Toronto-based reading group that meets weekly to read computer science books and papers.
Currently reading: The Little Typer
Hey everyone, Part 2 of PFPL, oh my! Friday night we covered chapter 8 where we start adding functions to our language E, this was in short, awesome!
Next week we will move on to chapter 9 where we meet System T and I am really excited to hear more about Pete’s implementation, https://github.com/pbevin/systemt . We meet as usual at 6:30 pm at Bento Miso on Friday night.
Before discussing chapter 8, I wanted to talk briefly about Ben’s implementation of E which he shared with us a couple of weeks back and I have been remiss in recapping. Seeing this really brought out the concrete applicability of the ideas expressed in PFPL and gave life to the sometimes (always?) terse and concise mathematics used in PFPL. Not sure about others, but I really want to have a go at doing that myself, it seemed like an exercise that would be very rewarding.

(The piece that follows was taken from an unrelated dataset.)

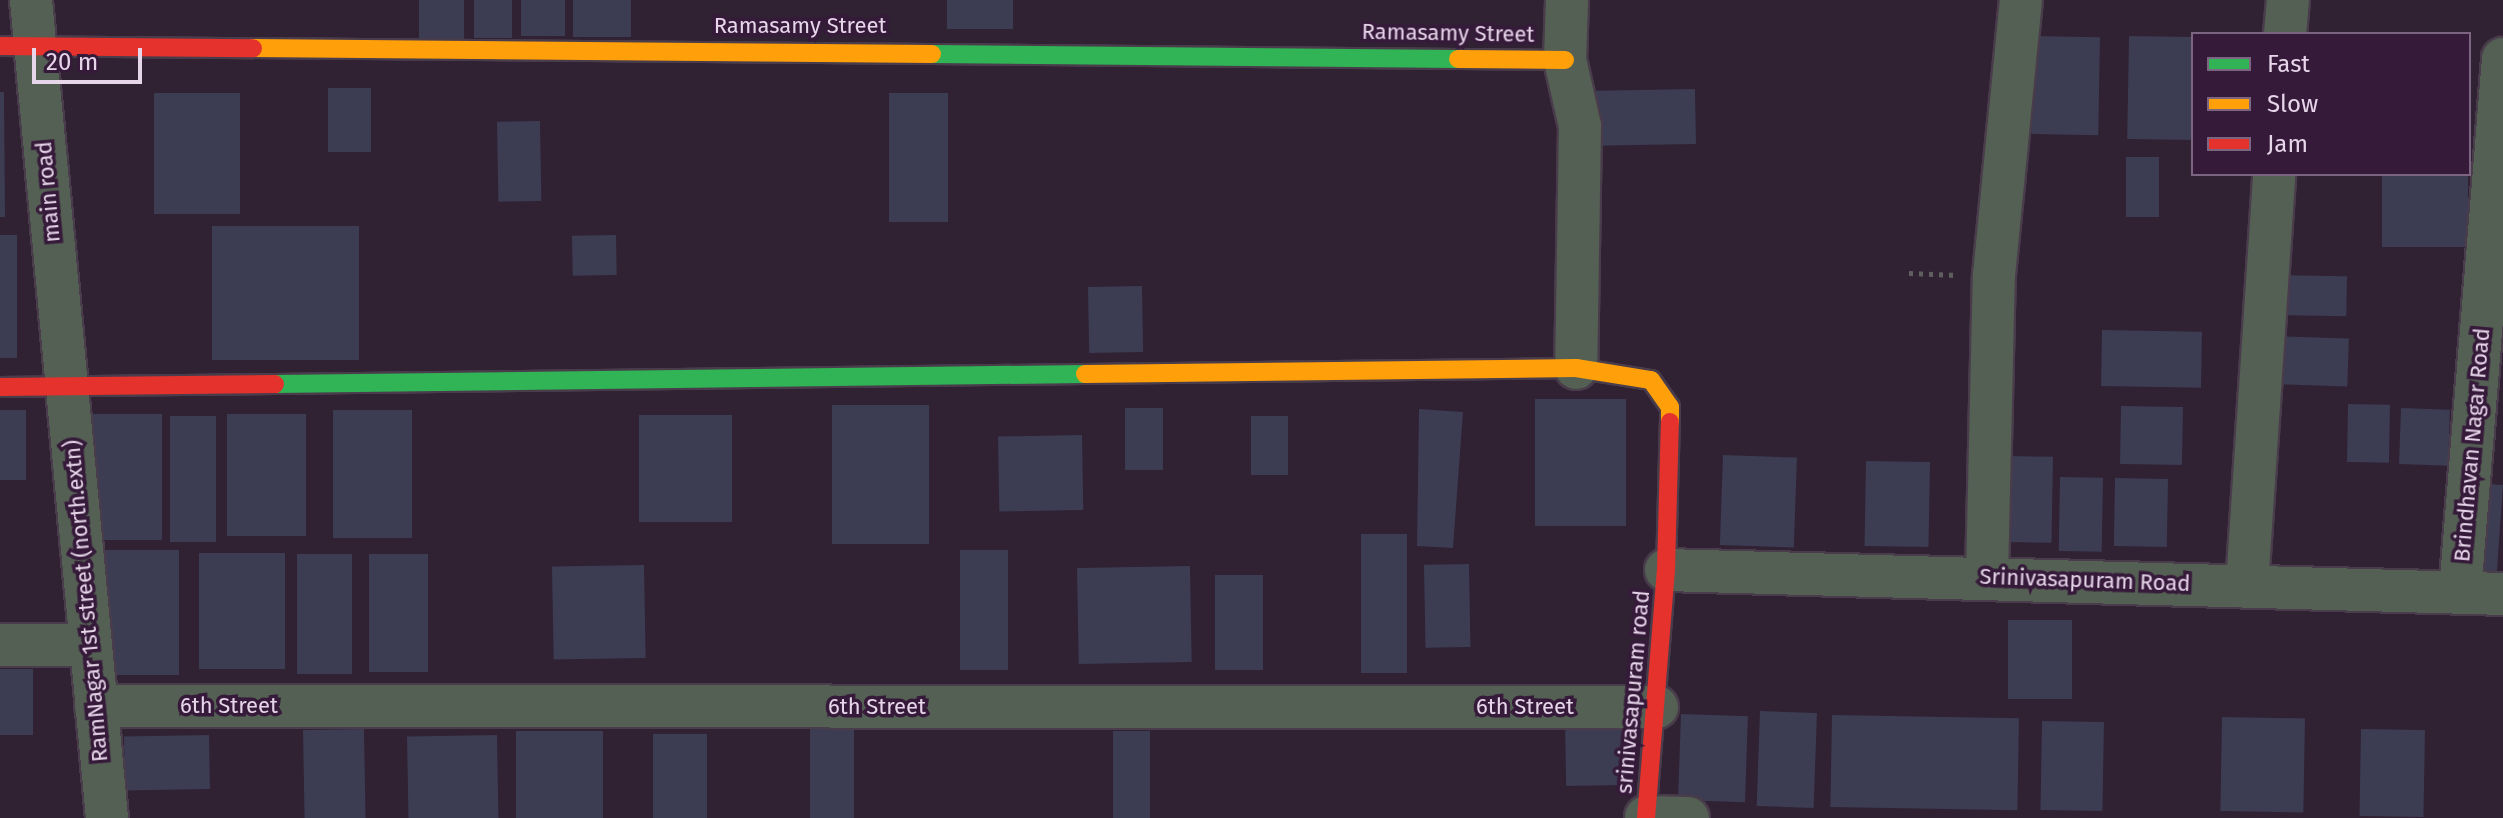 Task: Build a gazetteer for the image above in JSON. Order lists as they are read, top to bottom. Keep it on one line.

Onto chapter 8; in 8.1 the language ED is introduced which extends E with function definition and application but no lambdas. It’s kind of a funny extension, I think it is intended to introduce some concepts rather than be useful in its own right. We spent some time going through the different judgements and equations,and then wrote out an example of how to write a function of two arguments in this language.
In 8.2 we meet EF a more fleshed out extension to E, which promotes functions to first class citizens, i.e. lambdas. We walked through the code example for function k which I personally found quite helpful and then took a look at the preservation and progress theorems. Dann pointed out that preservation is proved by using the dynamics of the language while progress is proved using the statics; the why of this remained unclear to me though Ben had some ideas.
Section 8.3 introduces the concept of definitional equality which on my first reading seemed like a technical detail and I suggested maybe we skip the section, but I am really glad my idea was ignored :). This was perhaps the most interesting part for me once Pete and Ben started discussing the nuances of the definition. I’m going to take a stab at writing down my take away understanding, if it’s wrong let me know and I will edit this.
Definitional equality is a construct introduced in order to identify when different ABTs are in fact equivalent to one another in some potentially useful way to us as language designers. At one end of the spectrum we might say that an ABT is only equivalent to another if every node is equal, but this is too strict since by that reckoning x+1+1 is completely different then x+2. At the other end of the spectrum we might say it only matters what an ABT evaluates to once all free variables have been replaced, but this is too hard to use since often we want to work with trees containing unassigned variables. Definitional equality lands somewhere in the middle and tries to let us make as many equivalencies as possible without compromising the integrity of our language. Though in this aspect it is still a best effort attempt rather than a precise definition. Harper brings up an example showing this in Chapter five, where he shows that commutativity of the nat type can not be proved true in general though it can be shown true for every instance.
We didn’t have too much time for 8.4 but dynamic binding today doesn’t seem nearly attractive as it must once have, though I found it interesting how placing it into the ABT description used in PFPL makes it clear that dynamic binding requires that you give up a lot of the structures we have built up over the last 8 chapters, which hardly seems worthwhile.